• **Records excerpted from a collection**:

..........

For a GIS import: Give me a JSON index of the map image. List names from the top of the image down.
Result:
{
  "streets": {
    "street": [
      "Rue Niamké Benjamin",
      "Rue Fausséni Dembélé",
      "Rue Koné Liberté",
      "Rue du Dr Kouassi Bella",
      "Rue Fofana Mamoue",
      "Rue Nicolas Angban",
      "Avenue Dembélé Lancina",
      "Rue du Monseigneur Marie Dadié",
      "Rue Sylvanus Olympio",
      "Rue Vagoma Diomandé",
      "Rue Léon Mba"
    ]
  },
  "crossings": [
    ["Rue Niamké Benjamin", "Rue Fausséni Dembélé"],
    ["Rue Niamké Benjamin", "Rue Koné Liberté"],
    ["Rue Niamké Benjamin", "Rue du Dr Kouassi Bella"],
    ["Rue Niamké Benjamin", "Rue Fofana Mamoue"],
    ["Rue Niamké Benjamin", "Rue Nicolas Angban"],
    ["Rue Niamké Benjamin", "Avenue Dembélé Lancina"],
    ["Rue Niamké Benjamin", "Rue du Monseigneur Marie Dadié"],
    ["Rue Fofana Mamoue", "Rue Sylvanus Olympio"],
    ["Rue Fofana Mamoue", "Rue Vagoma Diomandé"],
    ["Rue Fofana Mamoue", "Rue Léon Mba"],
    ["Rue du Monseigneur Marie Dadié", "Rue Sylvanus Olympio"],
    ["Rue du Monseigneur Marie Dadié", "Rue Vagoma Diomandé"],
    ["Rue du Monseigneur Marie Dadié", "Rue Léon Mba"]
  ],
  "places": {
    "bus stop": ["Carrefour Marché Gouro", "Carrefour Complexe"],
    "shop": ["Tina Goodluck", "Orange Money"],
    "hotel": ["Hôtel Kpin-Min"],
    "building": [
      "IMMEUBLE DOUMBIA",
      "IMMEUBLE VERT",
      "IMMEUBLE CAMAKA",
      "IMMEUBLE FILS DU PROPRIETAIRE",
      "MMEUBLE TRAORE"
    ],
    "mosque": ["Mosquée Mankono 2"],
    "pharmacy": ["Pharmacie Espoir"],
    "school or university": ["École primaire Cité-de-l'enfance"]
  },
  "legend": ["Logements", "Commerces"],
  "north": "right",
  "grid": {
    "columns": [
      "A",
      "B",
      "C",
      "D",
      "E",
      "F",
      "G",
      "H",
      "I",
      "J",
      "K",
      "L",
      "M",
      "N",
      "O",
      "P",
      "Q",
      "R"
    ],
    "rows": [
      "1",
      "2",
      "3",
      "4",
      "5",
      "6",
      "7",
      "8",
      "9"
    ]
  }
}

..........

• **TASK REQUIREMENTS**: What is the number of lines above that contain the string "IMMEUBLE"? Answer with the number alone.

• **OUTPUT OF THE EXERCISE**: 4